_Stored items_
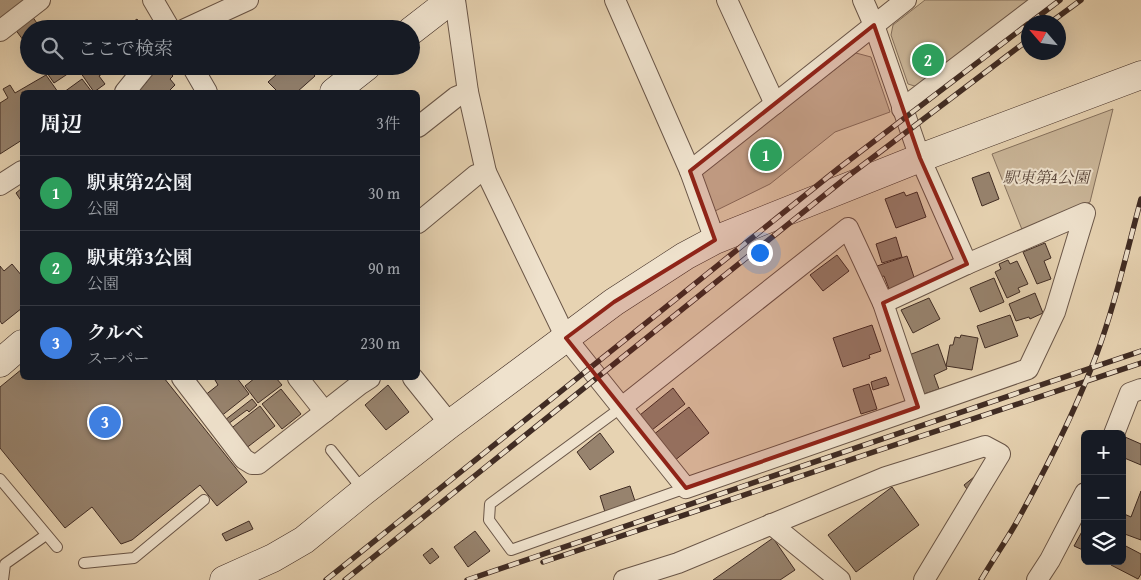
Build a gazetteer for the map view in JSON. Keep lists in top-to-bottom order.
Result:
{
  "parks": ["駅東第4公園"],
  "north": "top left",
  "page": {
    "search": "ここで検索",
    "pins": ["2", "1", "3"],
    "heading": ["周辺", "3件"],
    "list": [
      {
        "mark": "1",
        "name": "駅東第2公園",
        "note": "公園",
        "value": "30 m"
      },
      {
        "mark": "2",
        "name": "駅東第3公園",
        "note": "公園",
        "value": "90 m"
      },
      {
        "mark": "3",
        "name": "クルベ",
        "note": "スーパー",
        "value": "230 m"
      }
    ],
    "map_buttons": ["+", "−"]
  }
}
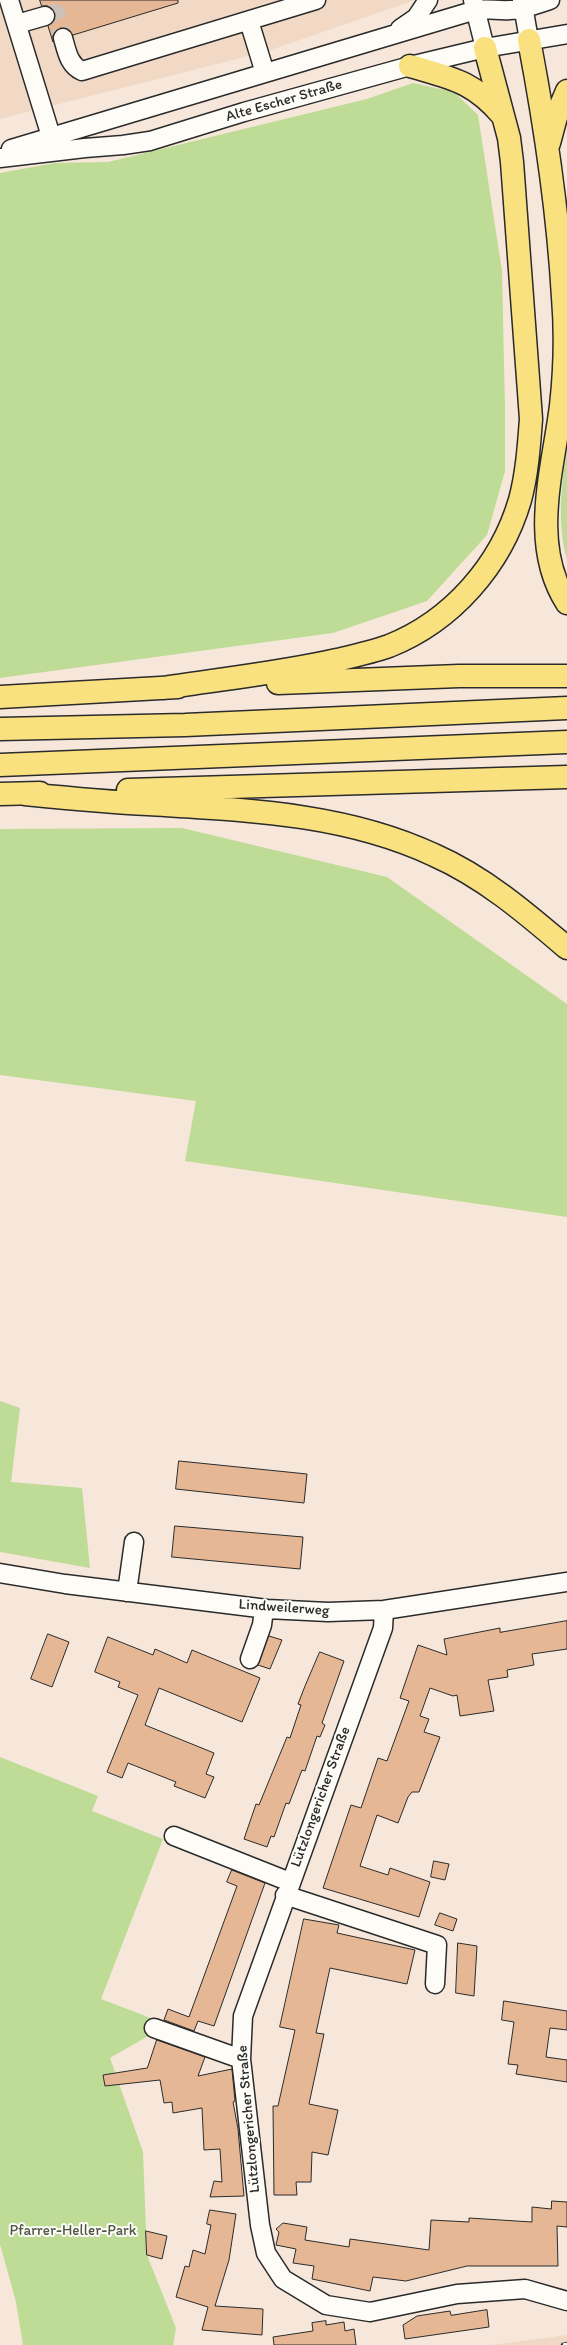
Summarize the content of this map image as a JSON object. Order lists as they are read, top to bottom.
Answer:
{
  "streets": {
    "street": ["Alte Escher Straße", "Lindweilerweg", "Lützlongericher Straße"]
  },
  "crossings": [
    ["Lindweilerweg", "Lützlongericher Straße"]
  ],
  "parks": ["Pfarrer-Heller-Park"]
}
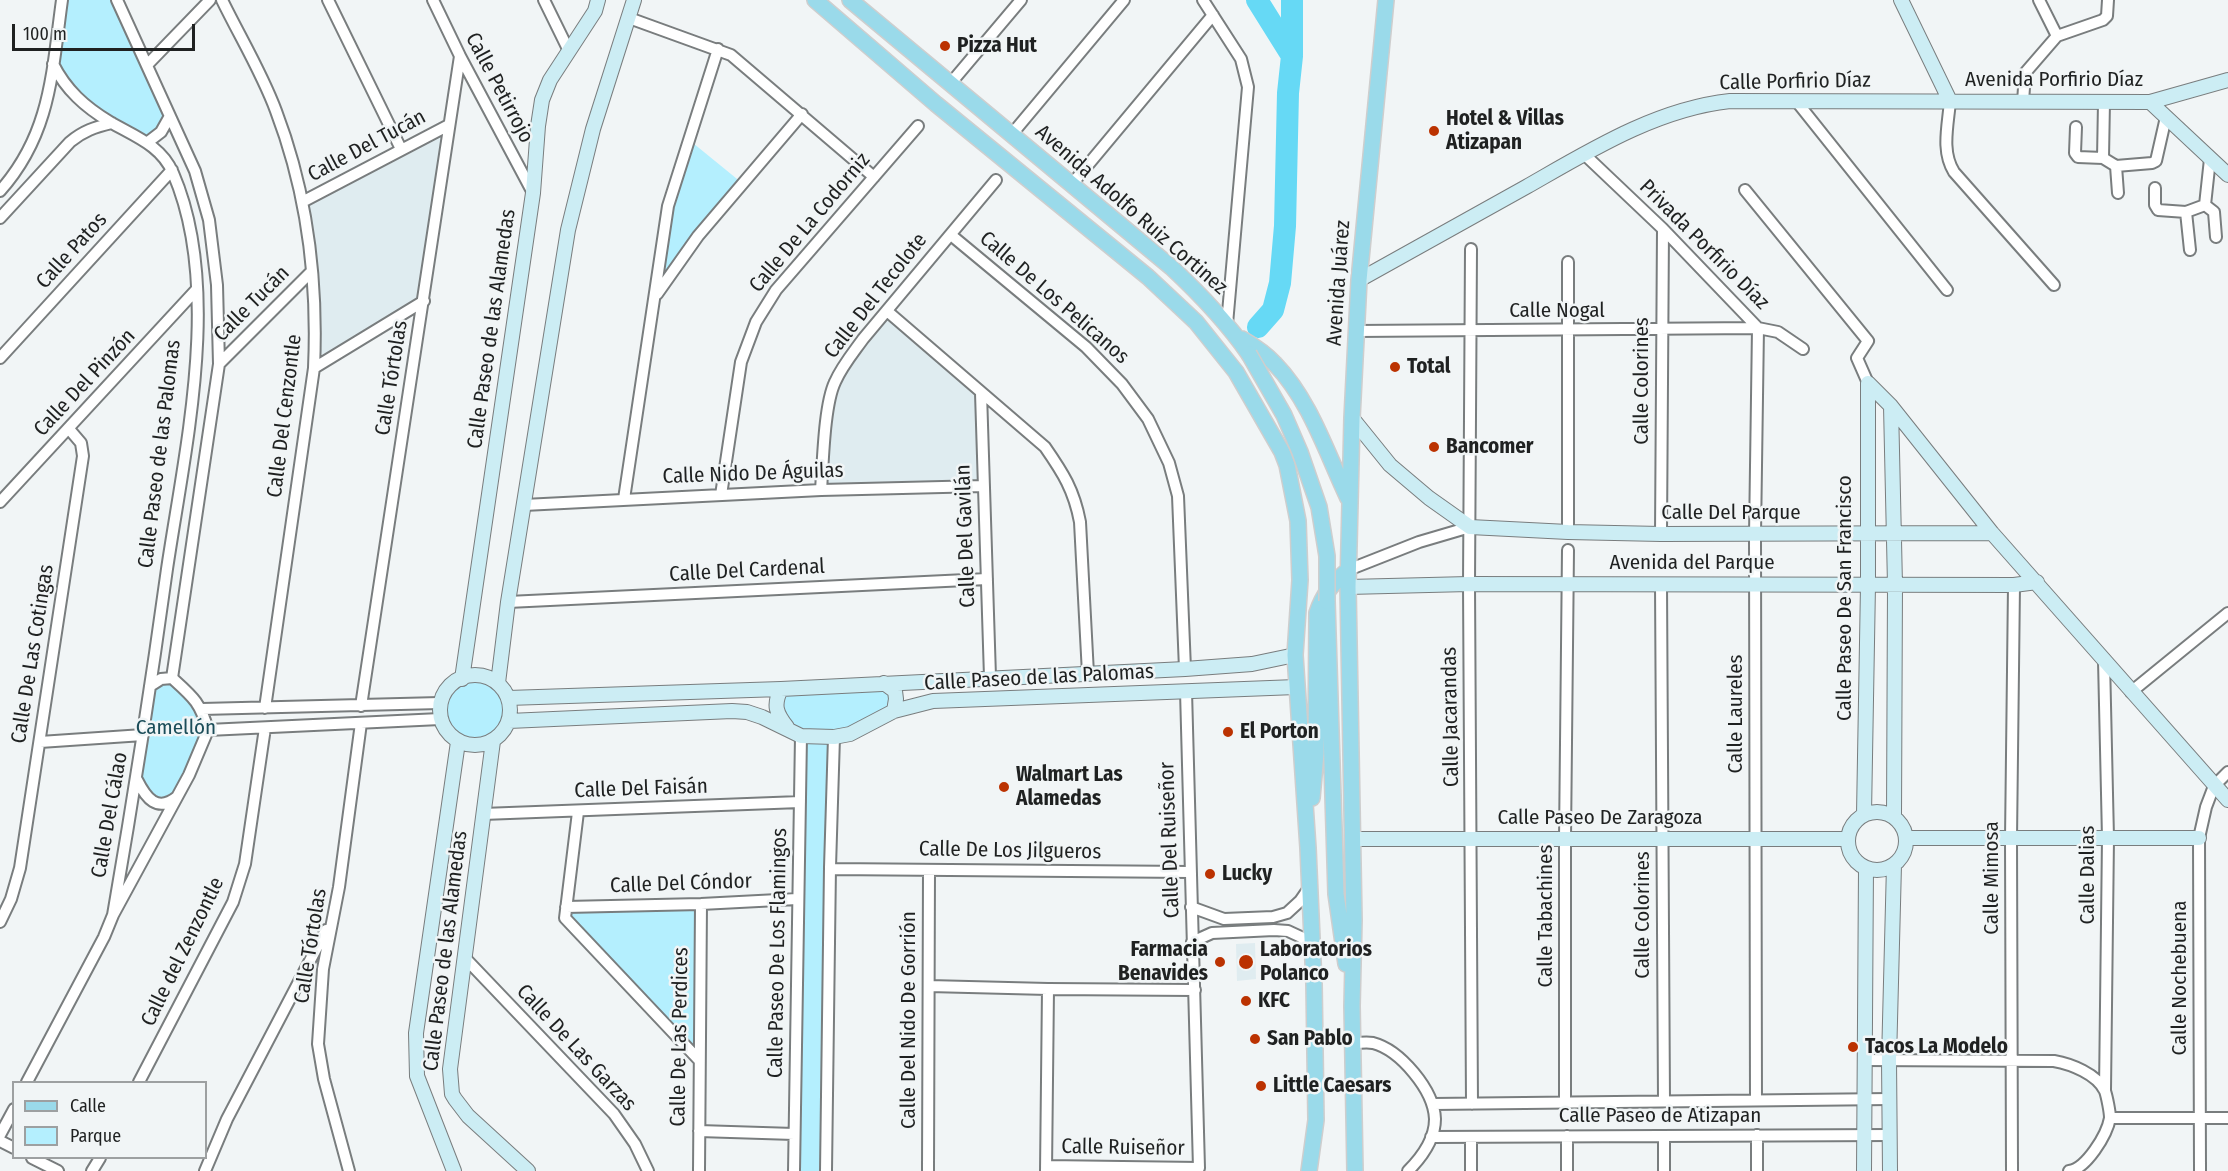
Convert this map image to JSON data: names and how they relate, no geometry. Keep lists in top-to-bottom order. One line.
{"streets":{"main road":["Avenida Adolfo Ruiz Cortinez","Avenida Juárez"],"street":["Avenida Porfirio Díaz","Calle Porfirio Díaz","Calle Petirrojo","Calle Del Tucán","Calle De La Codorniz","Privada Porfirio Díaz","Calle Patos","Calle Del Tecolote","Calle De Los Pelicanos","Calle Tucán","Calle Nogal","Calle Paseo de las Alamedas","Calle Tórtolas","Calle Colorines","Calle Del Pinzón","Calle Del Cenzontle","Calle Paseo de las Palomas","Calle Nido De Águilas","Calle Del Parque","Calle Del Gavilán","Avenida del Parque","Calle Del Cardenal","Calle Paseo De San Francisco","Calle De Las Cotingas","Calle Laureles","Calle Jacarandas","Calle Del Faisán","Calle Del Cálao","Calle Paseo De Zaragoza","Calle Del Ruiseñor","Calle De Los Jilgueros","Calle Dalias","Calle Mimosa","Calle Del Cóndor","Calle Tabachines","Calle del Zenzontle","Calle Paseo De Los Flamingos","Calle Nochebuena","Calle Del Nido De Gorrión","Calle De Las Perdices","Calle De Las Garzas","Calle Paseo de Atizapan","Calle Ruiseñor"]},"crossings":[["Avenida Porfirio Díaz","Calle Porfirio Díaz"],["Calle Porfirio Díaz","Privada Porfirio Díaz"],["Calle Porfirio Díaz","Avenida Juárez"],["Calle Petirrojo","Calle Paseo de las Alamedas"],["Calle Petirrojo","Calle Tórtolas"],["Calle Del Tucán","Calle Tórtolas"],["Calle Del Tucán","Calle Del Cenzontle"],["Avenida Adolfo Ruiz Cortinez","Avenida Juárez"],["Avenida Adolfo Ruiz Cortinez","Calle Paseo de las Palomas"],["Calle De La Codorniz","Calle Nido De Águilas"],["Privada Porfirio Díaz","Calle Nogal"],["Privada Porfirio Díaz","Calle Colorines"],["Privada Porfirio Díaz","Calle Laureles"],["Calle Patos","Calle Paseo de las Palomas"],["Avenida Juárez","Calle Nogal"],["Avenida Juárez","Calle Del Parque"],["Avenida Juárez","Avenida del Parque"],["Avenida Juárez","Calle Paseo De Zaragoza"],["Calle Del Tecolote","Calle De Los Pelicanos"],["Calle Del Tecolote","Calle Nido De Águilas"],["Calle De Los Pelicanos","Calle Paseo de las Palomas"],["Calle Tucán","Calle Del Cenzontle"],["Calle Tucán","Calle Paseo de las Palomas"],["Calle Nogal","Calle Colorines"],["Calle Nogal","Calle Laureles"],["Calle Nogal","Calle Jacarandas"],["Calle Paseo de las Alamedas","Calle Paseo de las Palomas"],["Calle Paseo de las Alamedas","Calle Del Faisán"],["Calle Paseo de las Alamedas","Calle De Las Garzas"],["Calle Colorines","Calle Del Parque"],["Calle Colorines","Avenida del Parque"],["Calle Colorines","Calle Paseo De Zaragoza"],["Calle Colorines","Calle Paseo de Atizapan"],["Calle Del Pinzón","Calle Paseo de las Palomas"],["Calle Del Pinzón","Calle De Las Cotingas"],["Calle Paseo de las Palomas","Calle Del Gavilán"],["Calle Paseo de las Palomas","Calle Del Cálao"],["Calle Paseo de las Palomas","Calle Del Ruiseñor"],["Calle Paseo de las Palomas","Calle Paseo De Los Flamingos"],["Calle Nido De Águilas","Calle Del Gavilán"],["Calle Del Parque","Calle Paseo De San Francisco"],["Calle Del Parque","Calle Laureles"],["Calle Del Parque","Calle Jacarandas"],["Calle Del Gavilán","Calle Del Cardenal"],["Avenida del Parque","Calle Paseo De San Francisco"],["Avenida del Parque","Calle Laureles"],["Avenida del Parque","Calle Jacarandas"],["Avenida del Parque","Calle Mimosa"],["Avenida del Parque","Calle Tabachines"],["Calle Paseo De San Francisco","Calle Paseo De Zaragoza"],["Calle Laureles","Calle Paseo De Zaragoza"],["Calle Laureles","Calle Paseo de Atizapan"],["Calle Jacarandas","Calle Paseo De Zaragoza"],["Calle Jacarandas","Calle Paseo de Atizapan"],["Calle Del Faisán","Calle Paseo De Los Flamingos"],["Calle Paseo De Zaragoza","Calle Tabachines"],["Calle Del Ruiseñor","Calle De Los Jilgueros"],["Calle Del Ruiseñor","Calle Ruiseñor"],["Calle De Los Jilgueros","Calle Del Nido De Gorrión"],["Calle Del Cóndor","Calle Paseo De Los Flamingos"],["Calle Del Cóndor","Calle De Las Perdices"],["Calle Tabachines","Calle Paseo de Atizapan"]],"parks":["Camellón"],"places":["Pizza Hut","Hotel & Villas Atizapan","Total","Bancomer","El Porton","Walmart Las Alamedas","Lucky","Farmacia Benavides","Laboratorios Polanco","KFC","San Pablo","Tacos La Modelo","Little Caesars"],"legend":["Calle","Parque"],"scale_bar":"100 m"}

_TO DO_
Across the entries above, find each line with the word "Straße" and please copy it out.

_REPLY TO THE EXERCISE_
    "street": ["Alte Escher Straße", "Lindweilerweg", "Lützlongericher Straße"]
    ["Lindweilerweg", "Lützlongericher Straße"]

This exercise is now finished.